Technical Abstract: Cotton planting date effects in the U.S. Southern High Plains (SHP) were evaluated based on 11 years of May- and June-planted irrigated variety trials. Multiple cultivars planted in each year’s trial allowed for the calculation of 153 yield effects and 162 effects in 5 fiber quality parameters. Yield and quality effects were considered in the context of related changes in total growing season degree days (GDDS) and total cool hours (CHRS) during a boll formation period 80 to 110 days after planting. May planting increased GDDS and significantly increased yields in 8 of 10 years that comparisons could be made. Micronaire and fiber elongation were the most sensitive quality parameters to planting date.

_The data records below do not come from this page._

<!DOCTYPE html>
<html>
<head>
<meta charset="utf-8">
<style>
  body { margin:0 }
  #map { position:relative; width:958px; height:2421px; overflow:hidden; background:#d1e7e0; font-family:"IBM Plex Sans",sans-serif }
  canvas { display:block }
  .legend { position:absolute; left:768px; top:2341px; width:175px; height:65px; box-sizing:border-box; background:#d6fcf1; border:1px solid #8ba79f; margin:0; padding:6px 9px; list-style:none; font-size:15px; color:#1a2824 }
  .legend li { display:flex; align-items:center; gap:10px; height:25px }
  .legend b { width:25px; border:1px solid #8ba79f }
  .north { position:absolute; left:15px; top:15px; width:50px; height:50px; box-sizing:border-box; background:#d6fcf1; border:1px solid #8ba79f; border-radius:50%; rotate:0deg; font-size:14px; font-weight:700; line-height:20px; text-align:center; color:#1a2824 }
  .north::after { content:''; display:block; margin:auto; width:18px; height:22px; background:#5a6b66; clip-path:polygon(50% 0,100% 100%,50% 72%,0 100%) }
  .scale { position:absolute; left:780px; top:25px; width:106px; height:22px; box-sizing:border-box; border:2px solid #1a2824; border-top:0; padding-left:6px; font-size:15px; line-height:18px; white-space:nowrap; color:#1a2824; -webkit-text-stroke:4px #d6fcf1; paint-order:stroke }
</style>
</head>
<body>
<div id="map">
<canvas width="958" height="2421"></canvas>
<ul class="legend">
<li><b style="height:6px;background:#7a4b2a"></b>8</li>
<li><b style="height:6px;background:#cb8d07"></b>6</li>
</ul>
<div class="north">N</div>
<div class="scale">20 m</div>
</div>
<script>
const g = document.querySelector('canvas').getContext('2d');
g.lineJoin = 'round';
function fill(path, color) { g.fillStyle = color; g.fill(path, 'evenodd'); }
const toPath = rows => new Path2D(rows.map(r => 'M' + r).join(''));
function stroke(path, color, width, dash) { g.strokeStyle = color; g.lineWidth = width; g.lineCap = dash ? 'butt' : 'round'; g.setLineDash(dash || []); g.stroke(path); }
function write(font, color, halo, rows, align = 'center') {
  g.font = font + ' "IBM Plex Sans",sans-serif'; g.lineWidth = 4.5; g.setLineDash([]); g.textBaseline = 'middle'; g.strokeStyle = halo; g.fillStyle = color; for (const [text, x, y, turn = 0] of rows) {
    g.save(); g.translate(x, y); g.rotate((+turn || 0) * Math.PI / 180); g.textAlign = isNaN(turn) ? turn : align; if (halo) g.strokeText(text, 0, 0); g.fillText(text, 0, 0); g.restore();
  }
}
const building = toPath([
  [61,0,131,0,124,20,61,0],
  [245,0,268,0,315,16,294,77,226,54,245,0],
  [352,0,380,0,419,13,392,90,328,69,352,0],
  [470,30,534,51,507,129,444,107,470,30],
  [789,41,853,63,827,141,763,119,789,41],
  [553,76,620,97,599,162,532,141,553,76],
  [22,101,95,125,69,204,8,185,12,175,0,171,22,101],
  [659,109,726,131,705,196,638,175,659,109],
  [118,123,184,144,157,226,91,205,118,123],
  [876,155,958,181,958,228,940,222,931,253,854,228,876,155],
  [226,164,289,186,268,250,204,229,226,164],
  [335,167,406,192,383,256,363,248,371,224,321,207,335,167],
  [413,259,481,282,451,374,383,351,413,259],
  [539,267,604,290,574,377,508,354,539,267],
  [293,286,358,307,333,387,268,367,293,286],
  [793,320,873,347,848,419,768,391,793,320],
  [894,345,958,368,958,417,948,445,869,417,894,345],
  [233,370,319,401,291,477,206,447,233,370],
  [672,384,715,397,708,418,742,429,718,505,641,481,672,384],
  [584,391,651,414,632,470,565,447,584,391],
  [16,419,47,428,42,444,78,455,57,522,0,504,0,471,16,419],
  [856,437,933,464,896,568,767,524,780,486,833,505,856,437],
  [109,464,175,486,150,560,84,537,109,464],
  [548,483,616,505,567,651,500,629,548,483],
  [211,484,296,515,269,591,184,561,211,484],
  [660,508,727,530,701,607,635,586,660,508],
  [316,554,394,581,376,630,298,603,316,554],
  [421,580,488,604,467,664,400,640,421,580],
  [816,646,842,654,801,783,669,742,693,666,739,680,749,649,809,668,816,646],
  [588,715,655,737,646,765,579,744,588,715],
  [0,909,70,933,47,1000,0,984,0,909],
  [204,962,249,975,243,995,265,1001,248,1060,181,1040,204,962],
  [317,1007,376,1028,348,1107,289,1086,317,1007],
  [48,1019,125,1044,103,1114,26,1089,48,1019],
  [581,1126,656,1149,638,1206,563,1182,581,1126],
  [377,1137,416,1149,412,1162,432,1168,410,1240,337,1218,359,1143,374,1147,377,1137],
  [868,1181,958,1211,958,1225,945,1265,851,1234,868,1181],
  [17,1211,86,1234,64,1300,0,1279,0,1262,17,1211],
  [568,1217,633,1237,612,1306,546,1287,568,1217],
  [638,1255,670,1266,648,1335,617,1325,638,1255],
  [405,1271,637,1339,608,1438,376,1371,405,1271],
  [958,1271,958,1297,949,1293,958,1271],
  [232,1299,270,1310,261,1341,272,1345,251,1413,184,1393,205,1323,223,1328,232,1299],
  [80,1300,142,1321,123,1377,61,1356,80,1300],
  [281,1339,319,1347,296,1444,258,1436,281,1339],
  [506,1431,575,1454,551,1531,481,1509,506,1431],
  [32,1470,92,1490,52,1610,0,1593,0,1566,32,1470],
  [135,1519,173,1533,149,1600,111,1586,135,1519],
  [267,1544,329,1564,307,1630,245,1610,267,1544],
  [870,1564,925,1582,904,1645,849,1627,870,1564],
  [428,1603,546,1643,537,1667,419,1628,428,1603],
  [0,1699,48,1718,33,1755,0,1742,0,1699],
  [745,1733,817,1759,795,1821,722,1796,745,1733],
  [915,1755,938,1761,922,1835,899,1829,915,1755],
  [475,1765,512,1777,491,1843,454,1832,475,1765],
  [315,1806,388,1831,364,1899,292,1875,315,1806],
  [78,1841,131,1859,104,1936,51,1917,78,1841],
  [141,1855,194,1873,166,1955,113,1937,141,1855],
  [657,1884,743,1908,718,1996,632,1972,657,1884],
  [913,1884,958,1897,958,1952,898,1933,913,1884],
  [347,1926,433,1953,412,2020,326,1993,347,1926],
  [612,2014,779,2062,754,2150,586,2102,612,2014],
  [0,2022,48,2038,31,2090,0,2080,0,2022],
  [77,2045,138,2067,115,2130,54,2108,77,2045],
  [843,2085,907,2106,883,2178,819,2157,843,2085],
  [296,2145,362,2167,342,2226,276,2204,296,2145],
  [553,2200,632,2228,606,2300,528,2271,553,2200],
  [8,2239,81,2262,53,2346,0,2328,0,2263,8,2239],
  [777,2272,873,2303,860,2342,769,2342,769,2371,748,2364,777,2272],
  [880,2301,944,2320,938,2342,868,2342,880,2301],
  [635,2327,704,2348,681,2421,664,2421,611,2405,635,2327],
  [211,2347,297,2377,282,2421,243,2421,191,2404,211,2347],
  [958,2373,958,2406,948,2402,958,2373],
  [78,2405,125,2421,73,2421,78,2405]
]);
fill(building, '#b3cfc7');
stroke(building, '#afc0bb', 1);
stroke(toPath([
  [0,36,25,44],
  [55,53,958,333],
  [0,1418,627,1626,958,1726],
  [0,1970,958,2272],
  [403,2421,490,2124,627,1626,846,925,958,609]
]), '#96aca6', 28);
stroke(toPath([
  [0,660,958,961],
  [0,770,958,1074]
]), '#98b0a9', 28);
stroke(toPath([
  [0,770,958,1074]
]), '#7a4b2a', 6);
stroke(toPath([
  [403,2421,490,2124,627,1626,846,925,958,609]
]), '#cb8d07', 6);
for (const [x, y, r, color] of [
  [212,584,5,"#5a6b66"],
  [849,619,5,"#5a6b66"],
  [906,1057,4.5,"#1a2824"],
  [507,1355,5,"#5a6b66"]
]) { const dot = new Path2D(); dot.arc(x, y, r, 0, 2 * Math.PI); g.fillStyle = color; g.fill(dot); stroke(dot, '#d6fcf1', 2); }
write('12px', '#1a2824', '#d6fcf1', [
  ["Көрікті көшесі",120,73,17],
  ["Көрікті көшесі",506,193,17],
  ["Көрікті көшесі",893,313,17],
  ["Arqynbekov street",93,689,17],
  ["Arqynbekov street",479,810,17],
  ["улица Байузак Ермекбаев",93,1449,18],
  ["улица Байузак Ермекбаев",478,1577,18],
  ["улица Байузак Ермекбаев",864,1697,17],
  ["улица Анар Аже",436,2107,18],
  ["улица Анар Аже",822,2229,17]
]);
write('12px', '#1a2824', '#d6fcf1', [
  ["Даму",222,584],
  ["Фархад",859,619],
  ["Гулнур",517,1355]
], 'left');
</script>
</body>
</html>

June planting resulted in increased CHRS every year and a significantly higher incidence of low micronaire in 7 of 11 years. In 7 of 11 years May planting significantly reduced fiber elongation relative to June planting. Analysis of SHP temperature data show that late-April to early-May planting dates may increase yield and micronaire by maximizing GDDS and minimizing CHRS. Although this practice may be optimal to the SHP environment it may also require high-vigor seed and pre-planting irrigation. Adapting genetics to an early planting strategy might include selecting for improved seed vigor and cold germination with acceptable yield and fiber quality traits.